Scandic said “intensified rent negotiations” had seen agreements and offers for rent reductions of around Skr500m.
The company expected that the hotel market would recover slowly with continued low demand at the beginning of 2021 and that it would probably take “several years” for revpar and occupancy to return to levels prior to the pandemic.
In November, Scandic’s average occupancy rate was approximately 20% due to weak demand in all markets. In November, Scandic’s average occupancy rate was approximately 20%, a decline compared with 36% during the third quarter and 33% in October.
Demand has been weak in all markets due to the increased spread of Covid-19 and more comprehensive government restrictions.

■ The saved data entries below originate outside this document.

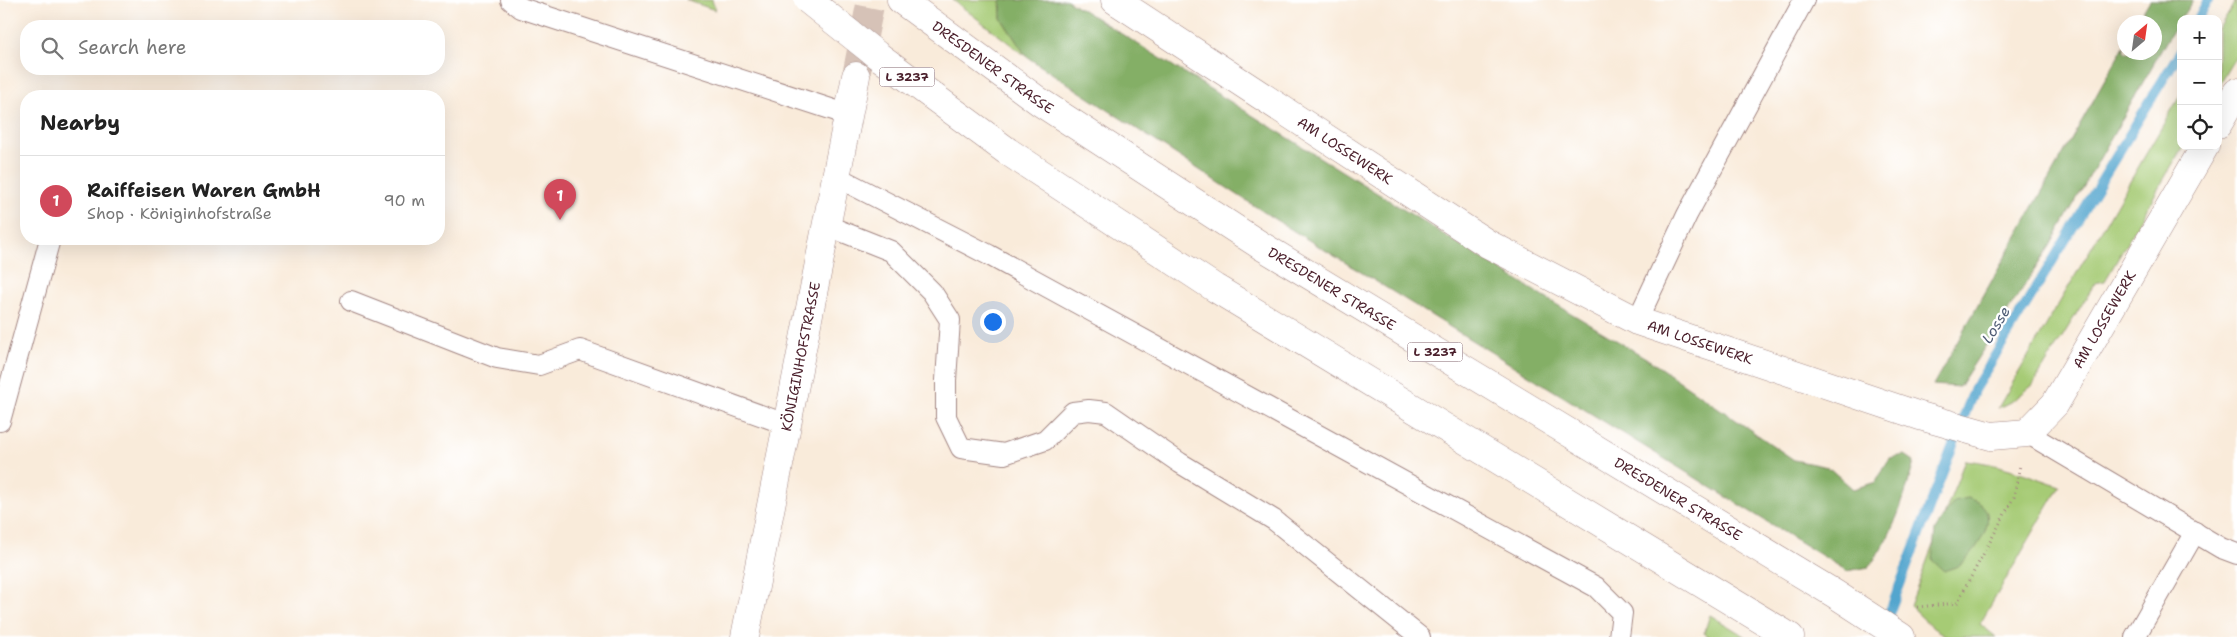 <!DOCTYPE html>
<html lang="en">
<head>
<meta charset="utf-8">
<style>
	:root { --surface:#fff; --page:#f2f2f2; --text:#222; --muted:#767676; --line:#e0e0e0; --accent:#d1495b }
	body { margin:0; font-family:"Shantell Sans",sans-serif; background:var(--page); color:var(--text) }
	.controls { position:absolute; right:15px; top:15px; display:grid; overflow:hidden; border-radius:10px; box-shadow:0 5px 20px #0002 }
	.controls button { width:45px; height:45px; display:grid; place-items:center; padding:0; border:0; border-bottom:1px solid var(--line); background:var(--surface); color:var(--text); font:25px sans-serif }
	.compass { position:absolute; left:2117px; top:15px; width:45px; height:45px; border-radius:50%; background:var(--surface); box-shadow:0 5px 20px #0002; rotate:29deg }
	.you { position:absolute; left:992px; top:321px; width:18px; height:18px; margin:-12px; border:4px solid #fff; border-radius:50%; background:#1a73e8; box-shadow:0 0 0 8px #1a73e833 }
	.badge { display:grid; place-items:center; width:32px; height:32px; border-radius:50%; background:var(--accent); color:#fff; font-size:16px; font-weight:700 }
	.pin { position:absolute; translate:-50% -41px; filter:drop-shadow(0 1px 2px #0008) }
	.pin::after { content:''; position:absolute; top:26px; width:18px; height:15px; background:inherit; clip-path:polygon(0 0,100% 0,50% 100%) }
	.list { margin:0; padding:0; list-style:none }
	h2 { display:flex; justify-content:space-between; align-items:center; height:65px; margin:0; padding:0 20px; font-size:21px }
	h2 small { font-size:16px; font-weight:400; color:var(--muted) }
	.list li { display:grid; grid-template-columns:32px 1fr auto; gap:15px; align-items:center; box-sizing:border-box; height:90px; padding:0 20px; border-top:1px solid var(--line) }
	.list b { display:block; font-size:19px; white-space:nowrap }
	.list p { margin:0; font-size:16px; white-space:nowrap; color:var(--muted) }
	.list em { font-size:16px; font-style:normal; color:var(--muted) }
	.icon { flex:none; width:28px; height:28px; fill:none; stroke:currentColor; stroke-width:2; stroke-linecap:round; stroke-linejoin:round }
	.map { position:relative; flex:none; width:2237px; height:637px; overflow:hidden }
	.search { position:absolute; background:var(--surface); box-shadow:0 5px 20px #0002; left:20px; top:20px; width:425px; height:55px; display:flex; align-items:center; gap:12px; box-sizing:border-box; padding:0 18px; border-radius:20px; color:var(--muted); font-size:19px }
	.panel { position:absolute; background:var(--surface); box-shadow:0 5px 20px #0002; left:20px; top:90px; width:425px; height:155px; border-radius:20px }
	.map>svg:first-child { display:block }
	.green { fill:#a6cb75; stroke:#787550 }
	.forest { fill:#84af66; stroke:#676748 }
	.lines { fill:none; stroke-linecap:round; stroke-linejoin:round }
	.stream { stroke:#53a5ce; stroke-width:10 }
	.street-tunnel { stroke:#d6c2b7; stroke-width:28; stroke-dasharray:28 14; stroke-linecap:butt }
	.lane-casing { stroke:#a28582; stroke-width:22 }
	.street-casing { stroke:#a28582; stroke-width:29 }
	.primary-casing { stroke:#a28582; stroke-width:29 }
	.path { stroke:#a28582; stroke-width:3; stroke-dasharray:1 4; stroke-linecap:butt }
	.lane { stroke:#fff; stroke-width:20 }
	.street { stroke:#fff; stroke-width:28 }
	.primary { stroke:#fff; stroke-width:28 }
	.primary-bridge-casing { stroke:#a28582; stroke-width:29; stroke-linecap:butt }
	.primary-bridge { stroke:#fff; stroke-width:28 }
	.labels { text-anchor:middle; dominant-baseline:central; stroke-width:4.5; stroke-linejoin:round; paint-order:stroke }
	.shield { fill:#fff; stroke:#80626b; stroke-width:1 }
	.shield-label { font-size:12px; font-weight:bold; fill:#4a1f2b }
	.street-label { font-size:14px; fill:#4a1f2b; stroke:#fff }
	.water-label { font-size:15px; font-style:italic; fill:#4e5b74; stroke:#fff }
</style>
</head>
<body>
<div class="map">
<svg width="2237" height="637" viewBox="0 0 2237 637">
	<rect width="100%" height="100%" fill="#fff"/>
	<filter id="ink" filterUnits="userSpaceOnUse"><feTurbulence type="fractalNoise" baseFrequency=".02" numOctaves="2"/><feDisplacementMap in="SourceGraphic" scale="10" xChannelSelector="R" yChannelSelector="G"/><feConvolveMatrix kernelMatrix="1 2 1 2 8 2 1 2 1" color-interpolation-filters="sRGB"/></filter>
	<filter id="wash" filterUnits="userSpaceOnUse"><feTurbulence type="fractalNoise" baseFrequency=".0096" numOctaves="4" result="noise"/><feDisplacementMap in="SourceGraphic" scale="20" xChannelSelector="R" yChannelSelector="G"/><feGaussianBlur stdDeviation="1.12" result="paint"/><feColorMatrix in="noise" values="0 0 0 0 0 0 0 0 0 0 0 0 0 0 0 0 0 1.4 0 .05"/><feComposite in="paint" operator="in"/></filter>
	<g filter="url(#wash)">
		<rect width="100%" height="100%" fill="#f9ebda"/>
		<!-- green -->
		<g class="green">
			<path d="M686,0h26l3,10z"/>
			<path d="M953,0h47l1,18 26,39z"/>
			<path d="M2236,0l1,54 -19,32v-56z"/>
			<path d="M2181,94v52h2l-78,135 -10,2 -62,102 -19,15 -16,8z"/>
			<path d="M1965,460c33,3 63,15 95,26l-80,138 16,13h-48l-15,-9 -23,-22z"/>
			<path d="M1710,615l36,22h-37l-5,-4z"/>
		</g>
		<!-- forest -->
		<g class="forest">
			<path d="M1001,0h66l477,297 102,61 148,102 34,7 25,22 23,-7 14,-24 15,-3 9,6c-9,37 -21,75 -45,106l-22,4 -571,-351 -249,-163 -26,-39z"/>
			<path d="M2150,0h43l-26,40 -117,206 -91,141 -26,-2 191,-339v6h30v-30h-17z"/>
			<path d="M1968,498c4,2 11,4 14,7 17,15 -9,51 -23,60 -4,3 -11,4 -15,6l-12,-11 3,-30 19,-29z"/>
		</g>
		<g class="lines">
			<!-- stream -->
			<g class="stream">
				<path d="M2198,19l10,-19"/>
				<path d="M1885,624l89,-234 207,-340"/>
			</g>
		</g>
	</g>
	<g filter="url(#ink)">
		<g class="lines">
			<!-- street-tunnel -->
			<path class="street-tunnel" d="M856,76l15,-76"/>
			<!-- lane casing -->
			<g class="lane-casing">
				<g id="lane">
					<path d="M511,0l10,8 328,107"/>
					<path d="M837,177l152,78 607,332 26,26 -3,24"/>
					<path d="M828,226l63,25 41,41 18,28 -4,60v37l15,31 43,6 41,-14 28,-28 16,-2 17,2 74,51 94,57 146,117"/>
					<path d="M351,301l146,57 42,7 41,-15 208,75"/>
					<path d="M1637,321l50,-106 117,-215"/>
					<path d="M0,421l50,-182"/>
					<path d="M2027,433l194,115 16,6"/>
					<path d="M2135,637l60,-105"/>
				</g>
			</g>
			<!-- street casing -->
			<g class="street-casing">
				<g id="street">
					<path id="s1" d="M1115,0l373,244 149,77 283,95 71,20 36,-3 28,-29 150,-258"/>
					<path d="M2218,124l19,-32"/>
					<path id="s2" d="M745,637l111,-561"/>
				</g>
			</g>
			<!-- primary casing -->
			<g class="primary-casing">
				<g id="primary">
					<path id="s3" d="M901,0l139,102 220,143 575,349 66,43"/>
					<path d="M1007,151l208,137 575,349"/>
				</g>
			</g>
			<!-- path -->
			<path class="path" d="M1917,607l40,-4 57,-106 6,-32"/>
			<!-- lane -->
			<use href="#lane" class="lane"/>
			<!-- street -->
			<use href="#street" class="street"/>
			<!-- primary -->
			<use href="#primary" class="primary"/>
			<!-- primary-bridge casing -->
			<g class="primary-bridge-casing">
				<path id="primary-bridge" d="M808,0l69,55 130,96"/>
			</g>
			<!-- primary-bridge -->
			<use href="#primary-bridge" class="primary-bridge"/>
		</g>
	</g>
	<g class="labels">
		<!-- shield labels -->
		<g class="shield">
			<rect x="879.5" y="67.5" width="55" height="19" rx="4"/>
			<rect x="1407.5" y="342.5" width="55" height="19" rx="4"/>
		</g>
		<g class="shield-label">
			<text x="907" y="77">L 3237</text>
			<text x="1435" y="352">L 3237</text>
		</g>
		<!-- street labels -->
		<g class="street-label">
			<text stroke="none"><textPath href="#s3" startOffset="114">DRESDENER STRASSE</textPath></text>
			<text stroke="none"><textPath href="#s1" startOffset="275">AM LOSSEWERK</textPath></text>
			<text stroke="none"><textPath href="#s3" startOffset="519">DRESDENER STRASSE</textPath></text>
			<text stroke="none"><textPath href="#s1" startOffset="1160">AM LOSSEWERK</textPath></text>
			<text stroke="none"><textPath href="#s1" startOffset="680">AM LOSSEWERK</textPath></text>
			<text stroke="none"><textPath href="#s2" startOffset="286">KÖNIGINHOFSTRASSE</textPath></text>
			<text stroke="none"><textPath href="#s3" startOffset="924">DRESDENER STRASSE</textPath></text>
		</g>
		<!-- water labels -->
		<g class="water-label">
			<text transform="translate(1996 325) rotate(-59)">Losse</text>
		</g>
	</g>
</svg>
<div class="controls">
<button>+</button>
<button>−</button>
<button><svg class="icon" aria-label="locate" viewBox="0 0 24 24"><circle cx="12" cy="12" r="6"/><path d="M12 2v4M12 18v4M2 12h4M18 12h4"/></svg></button>
</div>
<svg class="compass" viewBox="-18 -18 36 36"><path d="M0-13l5 13h-10z" fill="#e53935"/><path d="M0 13l5-13h-10z" fill="#767676"/></svg>
<div class="you"></div>
<div class="pin badge" style="left:560px;top:220px">1</div>
<div class="search"><svg class="icon" aria-label="search" viewBox="0 0 24 24"><circle cx="10" cy="10" r="6"/><path d="M15 15l6 6"/></svg>Search here</div>
<section class="panel">
<h2>Nearby<small></small></h2>
<ul class="list">
<li><span class="badge">1</span><div><b>Raiffeisen Waren GmbH</b><p>Shop · Königinhofstraße</p></div><em>90 m</em></li>
</ul>
</section>
</div>
</body>
</html>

The situation was particularly critical in the capitals where occupancy is less than one-third of what would be considered normal.
Scandic expected continued low activity levels in December and the average occupancy rate for the fourth quarter was expected to be about 20% to 25%.
The company said: “A number of rent negotiations are still in the early stages and given the very weak market, further rent adjustments will be necessary. It is in the interest of both Scandic and the property owners to find solutions that enable profitable hotel operations.
“During the period January to September 2020, rental costs accounted for 41.6% of net sales and excluding state aid, the share of rent was as high as 47%. For many hotels, rent costs currently exceed the hotels’ turnover, which is not sustainable.
“Given the current market situation, it is unlikely that Scandic will sign any new leases or that existing leases will be extended unless the terms are adapted to lower levels of activity.”